Historicamente, há uma forte conexão entre o
nascimento da filosofia e o nascimento da polis democrática na Grécia Antiga. A
filosofia nasceu em meio à “crise da soberania”, como explica Jean Pierre
Vernant, onde houve “uma extraordinária preeminência da palavra sobre todos os
outros instrumentos do poder”. E “palavra”, aqui, não mais como “o valor
atribuído aos ‘ditos’ do rei quando pronuncia soberanamente” uma lei, não mais
como “o termo ritual, a fórmula justa” de um ambiente litúrgico. A “palavra”,
no contexto do nascimento da polis democrática, nasceu como “debate
contraditório, a discussão, a argumentação”. Não se trata de mera coincidência
a filosofia nascer na Grécia e não na Pérsia ou no Egito.

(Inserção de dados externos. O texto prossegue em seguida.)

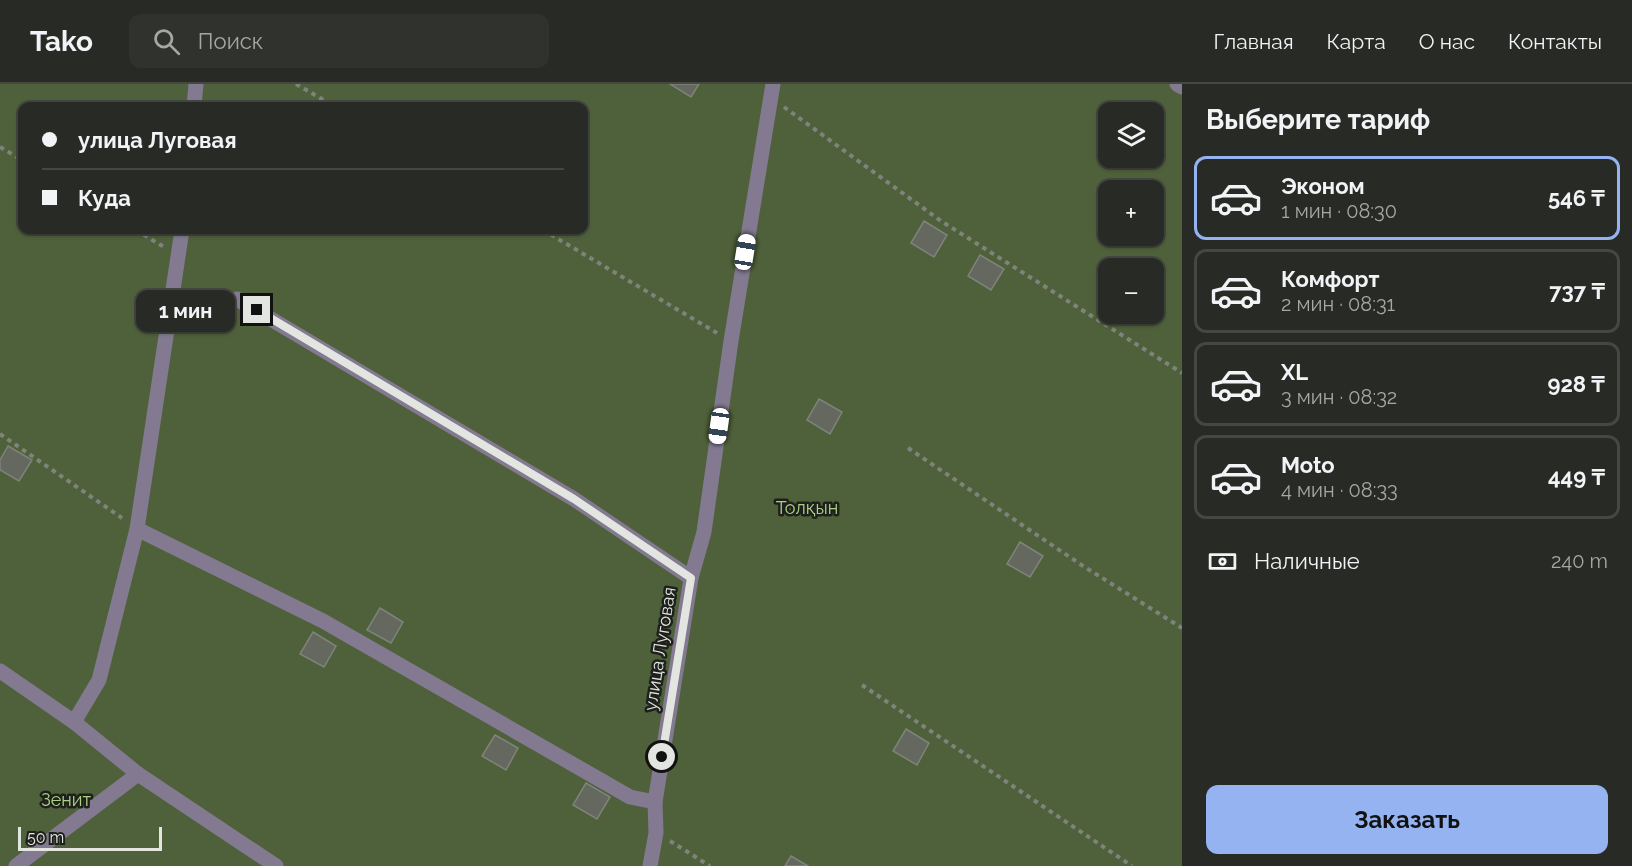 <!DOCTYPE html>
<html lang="ru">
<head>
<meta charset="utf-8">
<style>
	:root { --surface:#282b25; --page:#30332d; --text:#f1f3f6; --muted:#a5a7a7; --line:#444742; --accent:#95b2f1 }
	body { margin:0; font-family:Raleway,sans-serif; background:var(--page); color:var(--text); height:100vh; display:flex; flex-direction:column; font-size:22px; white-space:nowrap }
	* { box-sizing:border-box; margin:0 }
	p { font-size:20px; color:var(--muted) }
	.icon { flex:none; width:33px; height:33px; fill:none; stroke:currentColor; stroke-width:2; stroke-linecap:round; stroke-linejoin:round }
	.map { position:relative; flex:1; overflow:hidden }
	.panel { display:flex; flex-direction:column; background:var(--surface); width:450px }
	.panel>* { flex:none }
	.hud { position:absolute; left:18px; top:18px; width:570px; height:132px; border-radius:12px; box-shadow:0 2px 4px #0004,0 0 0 2px var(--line); display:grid; align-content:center; height:132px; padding:0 24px; background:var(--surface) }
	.fabs { position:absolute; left:1098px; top:18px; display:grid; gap:12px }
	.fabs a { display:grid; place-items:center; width:66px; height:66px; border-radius:12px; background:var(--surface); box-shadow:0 2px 4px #0004,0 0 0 2px var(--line); font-size:30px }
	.scale { position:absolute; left:18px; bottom:15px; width:144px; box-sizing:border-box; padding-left:6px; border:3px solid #e3e6e0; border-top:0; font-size:16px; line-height:21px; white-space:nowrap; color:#e3e6e0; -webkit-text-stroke:4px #1e201c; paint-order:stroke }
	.end { position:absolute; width:27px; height:27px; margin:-14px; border:8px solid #e3e6e0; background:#111; box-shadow:0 0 0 3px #111 }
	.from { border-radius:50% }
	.bubble { position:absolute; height:42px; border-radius:12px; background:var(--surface); box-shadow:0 2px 4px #0004,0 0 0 2px var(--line); font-size:20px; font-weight:700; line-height:42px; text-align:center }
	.car { position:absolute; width:18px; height:36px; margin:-18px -9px; border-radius:8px; box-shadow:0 0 4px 2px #0007; background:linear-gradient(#fff 24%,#345 0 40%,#fff 0 76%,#345 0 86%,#fff 0) }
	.hud b { display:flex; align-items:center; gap:21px; height:57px; font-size:22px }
	.hud b+b { border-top:2px solid var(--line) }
	.hud i { width:15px; height:15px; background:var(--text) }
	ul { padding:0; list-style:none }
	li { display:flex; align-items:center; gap:18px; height:84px; margin:0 12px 9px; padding:0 12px; border:3px solid var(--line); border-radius:12px }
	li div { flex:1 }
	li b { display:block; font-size:22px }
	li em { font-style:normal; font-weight:700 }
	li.on { border-color:var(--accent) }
	li>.icon { width:54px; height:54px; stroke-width:1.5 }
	h2 { padding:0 24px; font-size:27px; line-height:72px }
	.pay { display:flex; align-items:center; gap:15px; height:66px; padding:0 24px; font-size:22px }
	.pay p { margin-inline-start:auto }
	.primary-button { display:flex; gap:12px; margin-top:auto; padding:12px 24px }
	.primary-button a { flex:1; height:69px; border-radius:12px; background:var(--accent); color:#111; font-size:24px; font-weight:700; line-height:69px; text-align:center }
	header { display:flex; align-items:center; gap:36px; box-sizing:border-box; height:84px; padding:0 30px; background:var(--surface); border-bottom:2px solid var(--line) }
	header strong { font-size:28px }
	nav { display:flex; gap:33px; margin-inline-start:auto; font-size:21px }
	.search { width:420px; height:54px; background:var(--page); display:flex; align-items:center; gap:15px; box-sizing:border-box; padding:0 21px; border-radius:12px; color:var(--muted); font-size:22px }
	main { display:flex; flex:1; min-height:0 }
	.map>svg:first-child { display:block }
	.garden { fill:#4f613a; fill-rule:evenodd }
	.building { fill:#64685f; stroke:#7f837a; stroke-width:1.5 }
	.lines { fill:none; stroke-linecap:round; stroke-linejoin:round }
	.path { stroke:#7f837c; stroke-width:4; stroke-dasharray:4.5 4.5; stroke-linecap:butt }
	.minor { stroke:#837a91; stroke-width:15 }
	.route { stroke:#e3e6e0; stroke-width:8 }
	.labels { text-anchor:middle; stroke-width:5; stroke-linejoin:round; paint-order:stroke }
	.park-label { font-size:18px; fill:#add183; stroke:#1e201c }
	.street-label { font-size:18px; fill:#e3e6e0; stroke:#1e201c }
</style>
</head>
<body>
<header>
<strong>Tako</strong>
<div class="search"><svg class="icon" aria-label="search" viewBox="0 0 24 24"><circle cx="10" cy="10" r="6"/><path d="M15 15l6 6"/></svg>Поиск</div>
<nav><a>Главная</a><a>Карта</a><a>О нас</a><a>Контакты</a></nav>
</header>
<main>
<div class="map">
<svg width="1182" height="782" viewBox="0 0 1182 782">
	<rect width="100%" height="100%" fill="#353931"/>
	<path class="garden" d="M0,0H1182V782H0ZM22,22H584V146H22ZM1108,28H1154V74H1108ZM1108,106H1154V152H1108ZM1108,184H1154V230H1108Z"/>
	<g class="building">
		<polygon points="670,0 699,0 691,13"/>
		<polygon points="924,137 947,151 934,173 911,159"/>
		<polygon points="980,171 1004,185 991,206 968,192"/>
		<polygon points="819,315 842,328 830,350 807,336"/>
		<polygon points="8,362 32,376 19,397 0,386 0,376"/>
		<polygon points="1020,458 1043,472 1030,493 1007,480"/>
		<polygon points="380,524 403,538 391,559 367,546"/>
		<polygon points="313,548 336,562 324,583 300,570"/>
		<polygon points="906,645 929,659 917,681 893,667"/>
		<polygon points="495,651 518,664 506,686 482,672"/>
		<polygon points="586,699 610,713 597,735 573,721"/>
		<polygon points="791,772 808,782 785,782"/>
	</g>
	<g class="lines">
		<g class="path">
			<polyline points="296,0 334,22"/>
			<polyline points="784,23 941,137 1182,289"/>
			<polyline points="0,63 22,76"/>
			<polyline points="136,146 164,163"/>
			<polyline points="543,146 717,249"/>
			<polyline points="0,350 122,434"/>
			<polyline points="908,364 1083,482 1182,544"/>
			<polyline points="862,601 1132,782"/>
			<polyline points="670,757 710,782"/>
		</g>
		<g class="minor">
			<polyline points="1177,0 1182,3"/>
			<polyline points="194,22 196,0"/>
			<polyline points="237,215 574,415 691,494"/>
			<polyline points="137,445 323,537 630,713 655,718"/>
			<polyline points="0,587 74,638 138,690 276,782"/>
			<polyline points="74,638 99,596 137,445 182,146"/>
			<polyline points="16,782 138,690"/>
			<polyline points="650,782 656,749 655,718 691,494 704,448 731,257 773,0"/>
		</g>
	</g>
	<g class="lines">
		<polyline class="route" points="257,226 574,415 691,494 662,673"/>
	</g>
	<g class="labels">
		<g class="park-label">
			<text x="807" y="430">Толқын</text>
			<text x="66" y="722">Зенит</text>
		</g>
		<g class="street-label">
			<text transform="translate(660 565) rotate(-81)" y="6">улица Луговая</text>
		</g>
	</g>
</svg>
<div class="fabs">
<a><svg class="icon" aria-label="layers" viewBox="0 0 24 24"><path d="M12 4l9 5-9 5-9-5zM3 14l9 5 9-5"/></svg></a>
<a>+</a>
<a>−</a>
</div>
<div class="scale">50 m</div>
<i class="end from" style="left:662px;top:673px"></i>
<i class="end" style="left:257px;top:226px"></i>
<div class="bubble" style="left:136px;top:206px;width:99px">1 мин</div>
<i class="car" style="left:745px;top:168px;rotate:9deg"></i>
<i class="car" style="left:719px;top:342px;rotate:188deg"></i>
<div class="hud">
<b><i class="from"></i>улица Луговая</b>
<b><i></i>Куда</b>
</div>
</div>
<section class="panel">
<h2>Выберите тариф</h2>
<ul>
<li class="on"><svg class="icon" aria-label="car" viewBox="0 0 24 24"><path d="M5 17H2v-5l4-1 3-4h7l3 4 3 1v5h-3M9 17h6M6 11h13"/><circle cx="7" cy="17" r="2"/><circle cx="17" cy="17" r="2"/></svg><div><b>Эконом</b><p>1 мин · 08:30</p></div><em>546 ₸</em></li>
<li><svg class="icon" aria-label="car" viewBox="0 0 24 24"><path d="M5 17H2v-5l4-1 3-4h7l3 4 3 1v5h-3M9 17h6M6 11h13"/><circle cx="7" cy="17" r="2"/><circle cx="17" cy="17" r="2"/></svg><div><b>Комфорт</b><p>2 мин · 08:31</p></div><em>737 ₸</em></li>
<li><svg class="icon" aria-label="car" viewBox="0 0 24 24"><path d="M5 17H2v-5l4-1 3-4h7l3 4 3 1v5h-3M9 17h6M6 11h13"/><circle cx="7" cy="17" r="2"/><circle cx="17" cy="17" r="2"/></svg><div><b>XL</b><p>3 мин · 08:32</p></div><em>928 ₸</em></li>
<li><svg class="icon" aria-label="car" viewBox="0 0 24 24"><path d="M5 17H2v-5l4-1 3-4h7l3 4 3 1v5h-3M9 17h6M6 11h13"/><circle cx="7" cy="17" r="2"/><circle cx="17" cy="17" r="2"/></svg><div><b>Moto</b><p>4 мин · 08:33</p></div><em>449 ₸</em></li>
</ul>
<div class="pay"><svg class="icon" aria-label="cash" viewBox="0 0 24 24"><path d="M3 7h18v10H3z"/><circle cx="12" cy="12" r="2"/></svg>Наличные<p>240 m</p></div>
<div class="primary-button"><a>Заказать</a></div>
</section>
</main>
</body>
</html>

Política significa, antes de tudo, o poder da
discussão, do confronto de ideias e do diálogo constante, do exercício tênue e
persistente da razão. Óbvio que me refiro aqui à política no sentido de vida
que se realiza em comunidades democráticas formadas por seres racionais,
passionais e livres, e não no sentido de pura expressão do poder como exercício
do domínio bruto do mais forte em relação ao mais fraco. Só tiranos são tarados
pela política como relação de poder, só eles vivem pela consagração da força e
pela glória de serem cultuados por uma multidão de gente submissa, pois só eles
querem o poder custe a alma que custar.
Nessa atmosfera saturada por inabaláveis certezas políticas, só o
exercício filosófico pode ajudar o mundo a se
tornar um pouco melhor
Filósofos – pelo menos os da tradição que eu
admiro –, pelo contrário, contentam-se em cultivar a liberdade interior e
alguns pequenos prazeres do mundo. Sabem também que a política é a profissão
mais trágica e perigosa do mundo. Pensar na morte como exercício espiritual
liberta muito mais do que sonhar com o poder. Tirania é escravidão; escravidão
no sentido de quem manda e de quem obedece.
Quando reconhecemos os limites de se viver em
sociedade essencialmente pluralista, torna-se inevitável saber conviver com
pessoas que pensam e agem em conflito com nossas expectativas, que desprezam o
nosso perfil moral e atacam nossas crenças religiosas. Melhor assim. Forçar o
contrário mediante o uso de forças coercitivas do Estado é politicamente
perverso. Se o Estado moderno tem uma função, não é a de ser consagrado pela
soberania edificante de uma religião específica. Em termos morais e até
religiosos, melhor deixar as pessoas resolveram suas desavenças livremente. E a
filosofia tem uma função primordial nisso.
O fato é que não dá para realizar um exame
crítico público acerca da validade de premissas estabelecidas pela experiência
religiosa. O acesso à experiência religiosa de outra pessoa é necessariamente
“mediado” pelo conjunto simbólico transmitido por testemunhos orais ou textuais
acumulados ao longo de uma determinada tradição histórica. Movimentar-se no
interior de uma comunidade de fé é diferente de se movimentar no exercício da
reflexão filosófica. Não são atividades contraditórias, porém são distintas.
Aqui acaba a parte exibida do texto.